» Work request
Give back the full data, retyped precisely.

» Data provided
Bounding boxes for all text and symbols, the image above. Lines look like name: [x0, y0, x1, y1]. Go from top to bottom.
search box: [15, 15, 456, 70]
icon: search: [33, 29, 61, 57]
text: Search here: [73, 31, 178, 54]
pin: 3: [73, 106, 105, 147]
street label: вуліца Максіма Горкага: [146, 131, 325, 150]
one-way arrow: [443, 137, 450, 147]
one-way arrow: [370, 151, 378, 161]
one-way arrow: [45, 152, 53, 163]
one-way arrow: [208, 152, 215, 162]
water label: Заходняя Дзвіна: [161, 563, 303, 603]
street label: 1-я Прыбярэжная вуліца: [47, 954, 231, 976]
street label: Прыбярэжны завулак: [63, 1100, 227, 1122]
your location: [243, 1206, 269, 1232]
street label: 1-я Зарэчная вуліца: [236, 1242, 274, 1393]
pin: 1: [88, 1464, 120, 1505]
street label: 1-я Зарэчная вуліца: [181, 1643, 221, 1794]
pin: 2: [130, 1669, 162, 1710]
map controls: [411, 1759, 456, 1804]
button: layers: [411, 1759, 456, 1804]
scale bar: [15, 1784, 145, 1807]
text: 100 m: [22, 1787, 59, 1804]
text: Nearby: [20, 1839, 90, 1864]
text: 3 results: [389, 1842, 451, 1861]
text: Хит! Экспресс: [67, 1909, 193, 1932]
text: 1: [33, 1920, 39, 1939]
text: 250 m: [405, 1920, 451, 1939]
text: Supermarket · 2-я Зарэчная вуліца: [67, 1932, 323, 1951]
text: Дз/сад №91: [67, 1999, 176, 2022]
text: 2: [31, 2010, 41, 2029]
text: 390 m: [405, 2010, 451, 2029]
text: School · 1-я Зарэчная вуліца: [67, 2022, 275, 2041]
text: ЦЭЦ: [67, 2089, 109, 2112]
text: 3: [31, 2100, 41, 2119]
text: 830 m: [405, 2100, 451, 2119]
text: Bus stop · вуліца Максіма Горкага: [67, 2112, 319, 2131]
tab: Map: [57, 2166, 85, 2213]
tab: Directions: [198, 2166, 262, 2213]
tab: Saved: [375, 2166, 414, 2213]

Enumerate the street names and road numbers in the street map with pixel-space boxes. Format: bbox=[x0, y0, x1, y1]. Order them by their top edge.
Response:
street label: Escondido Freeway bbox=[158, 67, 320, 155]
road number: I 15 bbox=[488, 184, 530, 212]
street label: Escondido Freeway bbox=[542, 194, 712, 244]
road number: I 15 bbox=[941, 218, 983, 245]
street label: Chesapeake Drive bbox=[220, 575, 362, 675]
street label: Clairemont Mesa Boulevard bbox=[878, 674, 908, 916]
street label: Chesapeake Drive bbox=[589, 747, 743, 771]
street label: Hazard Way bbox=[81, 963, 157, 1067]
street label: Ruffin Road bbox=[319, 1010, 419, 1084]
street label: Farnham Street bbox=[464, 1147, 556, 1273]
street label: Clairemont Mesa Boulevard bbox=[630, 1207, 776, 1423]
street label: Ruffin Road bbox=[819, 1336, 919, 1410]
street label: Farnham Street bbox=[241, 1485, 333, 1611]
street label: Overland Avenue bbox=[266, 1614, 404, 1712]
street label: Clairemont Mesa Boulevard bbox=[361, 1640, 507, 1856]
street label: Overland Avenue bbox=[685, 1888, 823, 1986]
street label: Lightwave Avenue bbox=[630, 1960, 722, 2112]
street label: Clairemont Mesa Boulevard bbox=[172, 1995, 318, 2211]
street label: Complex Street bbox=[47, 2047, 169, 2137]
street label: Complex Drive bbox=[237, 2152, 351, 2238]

» Finished task
Bounding boxes for all text and symbols, the image above. Lines look like name: [x0, y0, x1, y1]. Go from top to bottom.
search box: [15, 15, 456, 70]
icon: search: [33, 29, 61, 57]
text: Search here: [73, 31, 178, 54]
pin: 3: [73, 106, 105, 147]
street label: вуліца Максіма Горкага: [146, 131, 325, 150]
one-way arrow: [443, 137, 450, 147]
one-way arrow: [370, 151, 378, 161]
one-way arrow: [45, 152, 53, 163]
one-way arrow: [208, 152, 215, 162]
water label: Заходняя Дзвіна: [161, 563, 303, 603]
street label: 1-я Прыбярэжная вуліца: [47, 954, 231, 976]
street label: Прыбярэжны завулак: [63, 1100, 227, 1122]
your location: [243, 1206, 269, 1232]
street label: 1-я Зарэчная вуліца: [236, 1242, 274, 1393]
pin: 1: [88, 1464, 120, 1505]
street label: 1-я Зарэчная вуліца: [181, 1643, 221, 1794]
pin: 2: [130, 1669, 162, 1710]
map controls: [411, 1759, 456, 1804]
button: layers: [411, 1759, 456, 1804]
scale bar: [15, 1784, 145, 1807]
text: 100 m: [22, 1787, 59, 1804]
text: Nearby: [20, 1839, 90, 1864]
text: 3 results: [389, 1842, 451, 1861]
text: Хит! Экспресс: [67, 1909, 193, 1932]
text: 1: [33, 1920, 39, 1939]
text: 250 m: [405, 1920, 451, 1939]
text: Supermarket · 2-я Зарэчная вуліца: [67, 1932, 323, 1951]
text: Дз/сад №91: [67, 1999, 176, 2022]
text: 2: [31, 2010, 41, 2029]
text: 390 m: [405, 2010, 451, 2029]
text: School · 1-я Зарэчная вуліца: [67, 2022, 275, 2041]
text: ЦЭЦ: [67, 2089, 109, 2112]
text: 3: [31, 2100, 41, 2119]
text: 830 m: [405, 2100, 451, 2119]
text: Bus stop · вуліца Максіма Горкага: [67, 2112, 319, 2131]
tab: Map: [57, 2166, 85, 2213]
tab: Directions: [198, 2166, 262, 2213]
tab: Saved: [375, 2166, 414, 2213]

Enumerate the street names and road numbers in the street map with pixel-space boxes. Format: bbox=[x0, y0, x1, y1]. Order them by their top edge.
Response:
street label: Escondido Freeway bbox=[158, 67, 320, 155]
road number: I 15 bbox=[488, 184, 530, 212]
street label: Escondido Freeway bbox=[542, 194, 712, 244]
road number: I 15 bbox=[941, 218, 983, 245]
street label: Chesapeake Drive bbox=[220, 575, 362, 675]
street label: Clairemont Mesa Boulevard bbox=[878, 674, 908, 916]
street label: Chesapeake Drive bbox=[589, 747, 743, 771]
street label: Hazard Way bbox=[81, 963, 157, 1067]
street label: Ruffin Road bbox=[319, 1010, 419, 1084]
street label: Farnham Street bbox=[464, 1147, 556, 1273]
street label: Clairemont Mesa Boulevard bbox=[630, 1207, 776, 1423]
street label: Ruffin Road bbox=[819, 1336, 919, 1410]
street label: Farnham Street bbox=[241, 1485, 333, 1611]
street label: Overland Avenue bbox=[266, 1614, 404, 1712]
street label: Clairemont Mesa Boulevard bbox=[361, 1640, 507, 1856]
street label: Overland Avenue bbox=[685, 1888, 823, 1986]
street label: Lightwave Avenue bbox=[630, 1960, 722, 2112]
street label: Clairemont Mesa Boulevard bbox=[172, 1995, 318, 2211]
street label: Complex Street bbox=[47, 2047, 169, 2137]
street label: Complex Drive bbox=[237, 2152, 351, 2238]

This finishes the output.